**Task statement:**
Line count for "length": give how many lines in the data below contain it, with no other words.

**Supplied material:**

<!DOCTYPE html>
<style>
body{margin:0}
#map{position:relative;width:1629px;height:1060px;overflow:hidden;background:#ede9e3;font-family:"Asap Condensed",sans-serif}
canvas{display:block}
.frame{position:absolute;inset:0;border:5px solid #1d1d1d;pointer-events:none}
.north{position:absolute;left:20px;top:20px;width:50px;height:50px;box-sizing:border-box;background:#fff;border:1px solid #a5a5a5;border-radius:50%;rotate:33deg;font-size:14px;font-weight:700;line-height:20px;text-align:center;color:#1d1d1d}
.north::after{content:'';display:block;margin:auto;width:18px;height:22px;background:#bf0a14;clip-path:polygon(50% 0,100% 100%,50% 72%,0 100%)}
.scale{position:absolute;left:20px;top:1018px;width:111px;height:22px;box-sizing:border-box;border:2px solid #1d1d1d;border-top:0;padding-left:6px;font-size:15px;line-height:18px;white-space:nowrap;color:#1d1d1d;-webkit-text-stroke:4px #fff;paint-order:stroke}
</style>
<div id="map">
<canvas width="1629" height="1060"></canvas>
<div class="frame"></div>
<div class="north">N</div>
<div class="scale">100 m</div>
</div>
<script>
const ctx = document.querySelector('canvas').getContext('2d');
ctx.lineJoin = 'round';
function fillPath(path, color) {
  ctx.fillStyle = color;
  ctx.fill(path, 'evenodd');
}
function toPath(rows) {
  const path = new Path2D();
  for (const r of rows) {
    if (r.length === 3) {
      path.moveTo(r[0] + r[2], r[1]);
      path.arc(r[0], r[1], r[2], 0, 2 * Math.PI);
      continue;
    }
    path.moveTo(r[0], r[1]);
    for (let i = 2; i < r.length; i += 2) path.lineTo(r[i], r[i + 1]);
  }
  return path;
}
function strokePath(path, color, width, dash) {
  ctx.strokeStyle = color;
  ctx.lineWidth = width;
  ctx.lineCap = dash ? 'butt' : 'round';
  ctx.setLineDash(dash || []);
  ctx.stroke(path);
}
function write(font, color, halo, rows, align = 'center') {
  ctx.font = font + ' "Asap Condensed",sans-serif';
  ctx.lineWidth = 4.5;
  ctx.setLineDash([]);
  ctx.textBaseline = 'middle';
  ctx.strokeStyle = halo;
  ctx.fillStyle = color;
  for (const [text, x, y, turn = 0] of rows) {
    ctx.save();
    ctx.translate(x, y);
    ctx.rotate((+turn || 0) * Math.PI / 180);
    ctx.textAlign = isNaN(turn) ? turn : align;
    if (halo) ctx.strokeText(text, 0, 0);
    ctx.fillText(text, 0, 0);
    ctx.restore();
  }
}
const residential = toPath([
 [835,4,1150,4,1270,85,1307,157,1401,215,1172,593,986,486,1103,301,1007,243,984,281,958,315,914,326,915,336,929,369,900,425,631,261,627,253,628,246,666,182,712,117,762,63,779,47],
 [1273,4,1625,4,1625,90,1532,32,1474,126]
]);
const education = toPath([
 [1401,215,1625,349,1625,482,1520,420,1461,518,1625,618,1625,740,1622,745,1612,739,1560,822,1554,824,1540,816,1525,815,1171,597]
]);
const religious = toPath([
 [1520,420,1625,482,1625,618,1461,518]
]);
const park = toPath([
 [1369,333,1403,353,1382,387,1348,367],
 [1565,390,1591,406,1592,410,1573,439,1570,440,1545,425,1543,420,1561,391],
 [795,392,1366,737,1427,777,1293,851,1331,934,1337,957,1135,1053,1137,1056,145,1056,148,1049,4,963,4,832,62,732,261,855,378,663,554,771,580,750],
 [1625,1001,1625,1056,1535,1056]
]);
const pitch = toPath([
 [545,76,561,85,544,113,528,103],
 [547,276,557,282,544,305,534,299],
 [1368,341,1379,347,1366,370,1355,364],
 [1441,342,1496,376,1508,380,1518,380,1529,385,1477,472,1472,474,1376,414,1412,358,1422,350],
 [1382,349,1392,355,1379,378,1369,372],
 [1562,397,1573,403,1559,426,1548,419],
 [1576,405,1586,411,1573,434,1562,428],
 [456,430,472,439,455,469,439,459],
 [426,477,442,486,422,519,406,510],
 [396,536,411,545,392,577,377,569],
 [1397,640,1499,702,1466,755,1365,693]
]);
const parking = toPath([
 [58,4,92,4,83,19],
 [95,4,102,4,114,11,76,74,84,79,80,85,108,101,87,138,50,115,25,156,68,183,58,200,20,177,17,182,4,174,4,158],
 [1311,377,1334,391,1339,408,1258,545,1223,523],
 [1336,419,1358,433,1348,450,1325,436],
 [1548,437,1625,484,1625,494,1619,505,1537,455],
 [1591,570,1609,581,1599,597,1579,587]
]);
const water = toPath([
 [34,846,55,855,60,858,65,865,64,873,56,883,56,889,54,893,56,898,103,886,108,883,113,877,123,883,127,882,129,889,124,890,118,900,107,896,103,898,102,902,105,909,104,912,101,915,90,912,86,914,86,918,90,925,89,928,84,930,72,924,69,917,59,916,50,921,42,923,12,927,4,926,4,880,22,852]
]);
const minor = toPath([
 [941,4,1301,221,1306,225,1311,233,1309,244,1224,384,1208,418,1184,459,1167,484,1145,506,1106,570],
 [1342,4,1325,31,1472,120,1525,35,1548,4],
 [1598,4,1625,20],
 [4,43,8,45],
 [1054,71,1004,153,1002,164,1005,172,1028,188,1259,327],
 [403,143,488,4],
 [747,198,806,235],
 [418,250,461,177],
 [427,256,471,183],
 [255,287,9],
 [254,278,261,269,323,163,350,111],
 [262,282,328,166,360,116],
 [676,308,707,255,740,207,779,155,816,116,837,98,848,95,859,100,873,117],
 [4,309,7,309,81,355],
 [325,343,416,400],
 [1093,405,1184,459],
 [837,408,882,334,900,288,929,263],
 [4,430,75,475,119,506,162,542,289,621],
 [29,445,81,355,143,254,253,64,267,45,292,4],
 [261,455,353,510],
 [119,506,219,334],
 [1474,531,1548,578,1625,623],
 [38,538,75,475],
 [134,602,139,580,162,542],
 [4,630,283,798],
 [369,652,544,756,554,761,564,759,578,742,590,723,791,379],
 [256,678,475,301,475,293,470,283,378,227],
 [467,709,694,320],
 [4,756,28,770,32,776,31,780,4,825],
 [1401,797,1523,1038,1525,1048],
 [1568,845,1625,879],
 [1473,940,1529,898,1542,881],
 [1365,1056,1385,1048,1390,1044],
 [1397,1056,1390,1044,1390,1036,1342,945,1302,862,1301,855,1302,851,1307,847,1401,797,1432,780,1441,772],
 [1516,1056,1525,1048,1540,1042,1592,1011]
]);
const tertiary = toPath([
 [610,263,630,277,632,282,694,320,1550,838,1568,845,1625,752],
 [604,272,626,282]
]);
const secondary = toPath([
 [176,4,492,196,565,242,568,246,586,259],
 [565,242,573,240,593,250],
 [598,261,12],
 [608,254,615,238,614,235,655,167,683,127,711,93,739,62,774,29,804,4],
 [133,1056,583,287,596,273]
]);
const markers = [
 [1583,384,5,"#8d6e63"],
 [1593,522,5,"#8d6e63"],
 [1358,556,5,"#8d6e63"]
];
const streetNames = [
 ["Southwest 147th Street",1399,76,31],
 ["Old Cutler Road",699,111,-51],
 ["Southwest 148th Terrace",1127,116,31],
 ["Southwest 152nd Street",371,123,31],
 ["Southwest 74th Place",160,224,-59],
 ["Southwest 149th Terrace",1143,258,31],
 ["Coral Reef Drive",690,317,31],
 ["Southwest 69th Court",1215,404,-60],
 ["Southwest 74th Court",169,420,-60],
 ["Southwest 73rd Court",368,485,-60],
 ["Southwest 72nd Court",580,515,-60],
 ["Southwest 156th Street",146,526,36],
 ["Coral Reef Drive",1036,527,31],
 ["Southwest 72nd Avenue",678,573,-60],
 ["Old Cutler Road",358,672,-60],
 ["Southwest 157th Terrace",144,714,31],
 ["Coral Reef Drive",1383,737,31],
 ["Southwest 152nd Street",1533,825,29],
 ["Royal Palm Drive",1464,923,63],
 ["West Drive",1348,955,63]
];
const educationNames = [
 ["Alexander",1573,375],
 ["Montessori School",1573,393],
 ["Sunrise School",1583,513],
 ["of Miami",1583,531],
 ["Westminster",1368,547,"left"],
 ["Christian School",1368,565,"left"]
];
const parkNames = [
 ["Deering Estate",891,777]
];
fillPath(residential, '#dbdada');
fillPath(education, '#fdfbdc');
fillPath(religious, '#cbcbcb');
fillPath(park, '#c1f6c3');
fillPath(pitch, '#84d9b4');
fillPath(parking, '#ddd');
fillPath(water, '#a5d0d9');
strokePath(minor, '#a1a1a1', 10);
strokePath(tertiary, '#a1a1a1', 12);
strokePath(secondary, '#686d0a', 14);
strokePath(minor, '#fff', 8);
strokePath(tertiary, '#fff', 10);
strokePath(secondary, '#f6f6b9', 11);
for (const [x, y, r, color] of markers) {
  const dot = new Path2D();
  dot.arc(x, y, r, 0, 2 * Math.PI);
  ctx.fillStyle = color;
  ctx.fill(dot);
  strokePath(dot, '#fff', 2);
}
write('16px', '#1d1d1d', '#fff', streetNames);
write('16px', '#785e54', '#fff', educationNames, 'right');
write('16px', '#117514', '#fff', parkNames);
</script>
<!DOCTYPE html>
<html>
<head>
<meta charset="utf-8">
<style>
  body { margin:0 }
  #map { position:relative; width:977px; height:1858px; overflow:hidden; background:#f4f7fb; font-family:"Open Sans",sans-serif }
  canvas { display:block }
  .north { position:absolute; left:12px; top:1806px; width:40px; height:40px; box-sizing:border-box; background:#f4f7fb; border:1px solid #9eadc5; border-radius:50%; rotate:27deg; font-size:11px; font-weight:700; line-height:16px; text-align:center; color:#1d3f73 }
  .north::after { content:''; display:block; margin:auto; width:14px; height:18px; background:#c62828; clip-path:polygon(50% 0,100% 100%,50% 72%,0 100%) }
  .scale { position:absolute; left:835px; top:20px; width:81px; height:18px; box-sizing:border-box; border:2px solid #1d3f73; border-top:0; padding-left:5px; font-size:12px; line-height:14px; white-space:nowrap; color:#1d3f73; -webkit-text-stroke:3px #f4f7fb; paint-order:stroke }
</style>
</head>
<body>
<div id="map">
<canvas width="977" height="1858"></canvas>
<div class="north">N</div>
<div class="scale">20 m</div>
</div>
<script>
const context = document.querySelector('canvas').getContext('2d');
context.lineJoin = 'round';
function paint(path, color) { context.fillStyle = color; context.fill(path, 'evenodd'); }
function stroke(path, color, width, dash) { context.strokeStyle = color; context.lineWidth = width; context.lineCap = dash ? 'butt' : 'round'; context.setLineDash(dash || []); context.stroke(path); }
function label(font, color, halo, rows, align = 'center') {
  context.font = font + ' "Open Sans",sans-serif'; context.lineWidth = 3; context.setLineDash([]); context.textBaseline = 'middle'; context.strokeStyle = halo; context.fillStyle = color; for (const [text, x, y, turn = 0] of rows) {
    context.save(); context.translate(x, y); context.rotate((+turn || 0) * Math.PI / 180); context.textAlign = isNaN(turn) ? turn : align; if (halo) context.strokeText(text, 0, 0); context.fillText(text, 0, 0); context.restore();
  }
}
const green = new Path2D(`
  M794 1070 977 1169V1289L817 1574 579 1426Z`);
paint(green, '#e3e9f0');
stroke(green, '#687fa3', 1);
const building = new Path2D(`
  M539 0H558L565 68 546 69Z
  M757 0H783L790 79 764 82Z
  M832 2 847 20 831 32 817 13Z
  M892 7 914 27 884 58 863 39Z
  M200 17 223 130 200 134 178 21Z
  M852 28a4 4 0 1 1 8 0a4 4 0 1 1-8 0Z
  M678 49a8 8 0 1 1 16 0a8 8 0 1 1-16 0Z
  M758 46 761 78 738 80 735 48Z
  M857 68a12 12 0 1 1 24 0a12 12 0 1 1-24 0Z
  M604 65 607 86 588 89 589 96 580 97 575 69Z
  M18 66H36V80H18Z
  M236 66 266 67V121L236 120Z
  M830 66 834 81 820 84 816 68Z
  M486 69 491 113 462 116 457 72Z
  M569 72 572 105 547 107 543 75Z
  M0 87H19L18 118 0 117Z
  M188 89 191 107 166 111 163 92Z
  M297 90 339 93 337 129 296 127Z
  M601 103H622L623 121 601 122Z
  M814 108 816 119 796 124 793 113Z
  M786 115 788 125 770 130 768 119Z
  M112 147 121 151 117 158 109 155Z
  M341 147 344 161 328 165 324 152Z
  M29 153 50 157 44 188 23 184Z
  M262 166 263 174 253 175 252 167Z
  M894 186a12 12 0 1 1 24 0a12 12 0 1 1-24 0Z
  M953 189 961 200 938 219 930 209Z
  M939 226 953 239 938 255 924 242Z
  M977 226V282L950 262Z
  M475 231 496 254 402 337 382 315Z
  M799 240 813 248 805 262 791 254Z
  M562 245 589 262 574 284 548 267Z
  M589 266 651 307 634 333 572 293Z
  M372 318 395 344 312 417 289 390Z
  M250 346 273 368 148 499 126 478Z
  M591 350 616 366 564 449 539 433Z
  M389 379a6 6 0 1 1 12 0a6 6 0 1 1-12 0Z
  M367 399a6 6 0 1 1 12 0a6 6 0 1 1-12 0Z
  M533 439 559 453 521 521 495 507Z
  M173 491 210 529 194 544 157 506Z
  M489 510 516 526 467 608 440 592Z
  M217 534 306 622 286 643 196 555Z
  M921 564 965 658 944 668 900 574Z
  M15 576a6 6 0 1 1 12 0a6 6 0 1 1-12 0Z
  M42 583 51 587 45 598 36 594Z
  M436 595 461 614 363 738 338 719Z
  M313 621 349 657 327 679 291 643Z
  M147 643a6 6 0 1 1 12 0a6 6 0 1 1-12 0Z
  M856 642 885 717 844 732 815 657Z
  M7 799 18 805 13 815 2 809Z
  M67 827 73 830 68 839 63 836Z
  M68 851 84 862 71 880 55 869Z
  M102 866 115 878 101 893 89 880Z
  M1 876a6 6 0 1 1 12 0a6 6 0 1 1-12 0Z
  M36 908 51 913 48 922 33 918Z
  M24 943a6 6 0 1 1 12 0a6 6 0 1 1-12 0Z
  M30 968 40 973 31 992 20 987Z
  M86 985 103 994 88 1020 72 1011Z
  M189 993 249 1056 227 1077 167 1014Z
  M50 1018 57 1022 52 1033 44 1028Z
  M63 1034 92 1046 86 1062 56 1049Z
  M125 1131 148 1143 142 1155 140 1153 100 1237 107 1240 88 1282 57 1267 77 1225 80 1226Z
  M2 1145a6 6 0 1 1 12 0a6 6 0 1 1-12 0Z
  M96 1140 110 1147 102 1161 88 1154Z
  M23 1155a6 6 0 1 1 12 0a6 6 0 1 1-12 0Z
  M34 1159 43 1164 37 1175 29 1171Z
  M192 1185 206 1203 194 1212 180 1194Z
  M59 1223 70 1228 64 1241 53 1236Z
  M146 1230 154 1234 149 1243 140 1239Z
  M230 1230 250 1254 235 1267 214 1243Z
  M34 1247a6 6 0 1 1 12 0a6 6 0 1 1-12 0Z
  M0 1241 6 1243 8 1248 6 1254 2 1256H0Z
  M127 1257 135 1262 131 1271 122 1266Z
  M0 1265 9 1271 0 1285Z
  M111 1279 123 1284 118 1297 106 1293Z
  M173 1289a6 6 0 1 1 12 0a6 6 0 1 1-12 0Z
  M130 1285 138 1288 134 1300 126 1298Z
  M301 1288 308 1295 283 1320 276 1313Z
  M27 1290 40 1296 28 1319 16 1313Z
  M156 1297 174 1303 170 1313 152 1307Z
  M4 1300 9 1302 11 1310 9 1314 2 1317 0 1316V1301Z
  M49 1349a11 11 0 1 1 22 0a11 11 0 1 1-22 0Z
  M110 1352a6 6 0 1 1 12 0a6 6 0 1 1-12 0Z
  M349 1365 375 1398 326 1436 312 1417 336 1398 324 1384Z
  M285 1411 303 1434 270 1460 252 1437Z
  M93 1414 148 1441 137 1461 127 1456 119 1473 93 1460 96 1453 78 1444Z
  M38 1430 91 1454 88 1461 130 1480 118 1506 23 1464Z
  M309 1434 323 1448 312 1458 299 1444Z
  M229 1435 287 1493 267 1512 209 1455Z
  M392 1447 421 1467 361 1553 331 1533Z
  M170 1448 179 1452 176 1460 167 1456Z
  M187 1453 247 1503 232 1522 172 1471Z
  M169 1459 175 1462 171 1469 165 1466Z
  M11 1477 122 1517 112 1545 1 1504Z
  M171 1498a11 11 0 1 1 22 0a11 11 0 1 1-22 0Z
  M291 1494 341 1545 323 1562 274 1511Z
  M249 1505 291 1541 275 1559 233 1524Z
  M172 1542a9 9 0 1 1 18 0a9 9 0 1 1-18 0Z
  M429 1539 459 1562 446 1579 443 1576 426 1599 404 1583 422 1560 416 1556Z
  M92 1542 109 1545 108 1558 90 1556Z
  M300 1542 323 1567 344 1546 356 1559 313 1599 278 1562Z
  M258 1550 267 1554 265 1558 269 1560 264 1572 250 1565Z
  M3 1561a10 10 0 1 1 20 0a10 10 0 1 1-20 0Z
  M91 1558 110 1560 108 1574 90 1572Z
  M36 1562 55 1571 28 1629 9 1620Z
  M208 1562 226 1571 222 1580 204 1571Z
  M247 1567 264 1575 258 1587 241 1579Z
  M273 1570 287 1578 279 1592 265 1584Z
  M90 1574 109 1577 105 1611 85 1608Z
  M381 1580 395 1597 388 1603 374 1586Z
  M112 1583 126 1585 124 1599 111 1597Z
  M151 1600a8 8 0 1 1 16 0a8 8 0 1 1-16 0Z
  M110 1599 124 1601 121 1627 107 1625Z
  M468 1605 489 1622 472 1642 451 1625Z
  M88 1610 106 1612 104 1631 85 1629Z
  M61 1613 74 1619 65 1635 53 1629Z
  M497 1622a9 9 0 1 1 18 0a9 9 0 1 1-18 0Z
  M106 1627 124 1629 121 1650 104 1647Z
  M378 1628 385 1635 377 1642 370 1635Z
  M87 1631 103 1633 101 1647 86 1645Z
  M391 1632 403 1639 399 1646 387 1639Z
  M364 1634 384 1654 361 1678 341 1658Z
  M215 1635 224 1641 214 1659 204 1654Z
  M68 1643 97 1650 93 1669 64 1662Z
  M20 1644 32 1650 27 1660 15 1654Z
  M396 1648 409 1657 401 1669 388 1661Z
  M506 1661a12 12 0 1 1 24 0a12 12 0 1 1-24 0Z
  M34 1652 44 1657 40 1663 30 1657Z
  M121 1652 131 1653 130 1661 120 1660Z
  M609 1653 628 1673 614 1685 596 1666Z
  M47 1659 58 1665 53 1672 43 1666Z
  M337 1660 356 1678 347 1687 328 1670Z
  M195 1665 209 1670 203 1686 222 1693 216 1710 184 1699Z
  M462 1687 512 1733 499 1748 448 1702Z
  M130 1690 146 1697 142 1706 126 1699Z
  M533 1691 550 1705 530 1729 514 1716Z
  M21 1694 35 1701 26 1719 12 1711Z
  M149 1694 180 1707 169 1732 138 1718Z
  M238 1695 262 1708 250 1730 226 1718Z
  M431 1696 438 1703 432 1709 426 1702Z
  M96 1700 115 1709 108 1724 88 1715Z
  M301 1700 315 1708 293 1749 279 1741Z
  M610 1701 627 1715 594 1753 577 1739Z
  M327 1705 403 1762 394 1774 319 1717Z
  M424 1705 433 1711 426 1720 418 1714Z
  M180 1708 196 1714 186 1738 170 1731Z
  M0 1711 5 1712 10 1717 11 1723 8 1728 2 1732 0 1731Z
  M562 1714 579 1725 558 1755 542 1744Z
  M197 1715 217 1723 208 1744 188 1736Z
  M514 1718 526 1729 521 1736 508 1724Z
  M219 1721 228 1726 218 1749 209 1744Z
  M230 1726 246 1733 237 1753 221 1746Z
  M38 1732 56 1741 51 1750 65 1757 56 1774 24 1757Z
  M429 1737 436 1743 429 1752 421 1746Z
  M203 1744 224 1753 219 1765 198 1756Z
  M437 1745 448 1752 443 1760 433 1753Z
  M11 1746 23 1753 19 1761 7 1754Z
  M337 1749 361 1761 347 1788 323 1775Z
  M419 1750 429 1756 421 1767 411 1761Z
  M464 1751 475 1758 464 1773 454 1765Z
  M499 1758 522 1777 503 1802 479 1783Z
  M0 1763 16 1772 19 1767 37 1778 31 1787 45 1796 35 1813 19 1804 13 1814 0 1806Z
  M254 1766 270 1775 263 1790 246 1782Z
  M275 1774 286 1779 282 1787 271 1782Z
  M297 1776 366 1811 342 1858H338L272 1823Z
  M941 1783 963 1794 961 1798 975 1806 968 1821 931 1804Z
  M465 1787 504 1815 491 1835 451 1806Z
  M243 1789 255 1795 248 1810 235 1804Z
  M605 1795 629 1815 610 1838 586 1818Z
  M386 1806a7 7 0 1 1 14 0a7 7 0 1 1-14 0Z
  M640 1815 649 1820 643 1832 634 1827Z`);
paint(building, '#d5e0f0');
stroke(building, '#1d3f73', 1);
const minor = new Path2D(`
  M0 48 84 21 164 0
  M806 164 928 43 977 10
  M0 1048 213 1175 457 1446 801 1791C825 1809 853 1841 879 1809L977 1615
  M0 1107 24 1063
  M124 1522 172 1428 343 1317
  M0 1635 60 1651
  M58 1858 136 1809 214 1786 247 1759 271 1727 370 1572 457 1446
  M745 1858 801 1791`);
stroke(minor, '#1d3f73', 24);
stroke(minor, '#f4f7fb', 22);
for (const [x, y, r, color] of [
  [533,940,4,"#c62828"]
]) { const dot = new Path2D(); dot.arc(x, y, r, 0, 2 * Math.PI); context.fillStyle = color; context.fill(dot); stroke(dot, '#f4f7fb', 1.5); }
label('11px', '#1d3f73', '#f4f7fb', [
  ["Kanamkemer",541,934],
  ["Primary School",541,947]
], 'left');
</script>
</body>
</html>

**Result of the exercise:**
2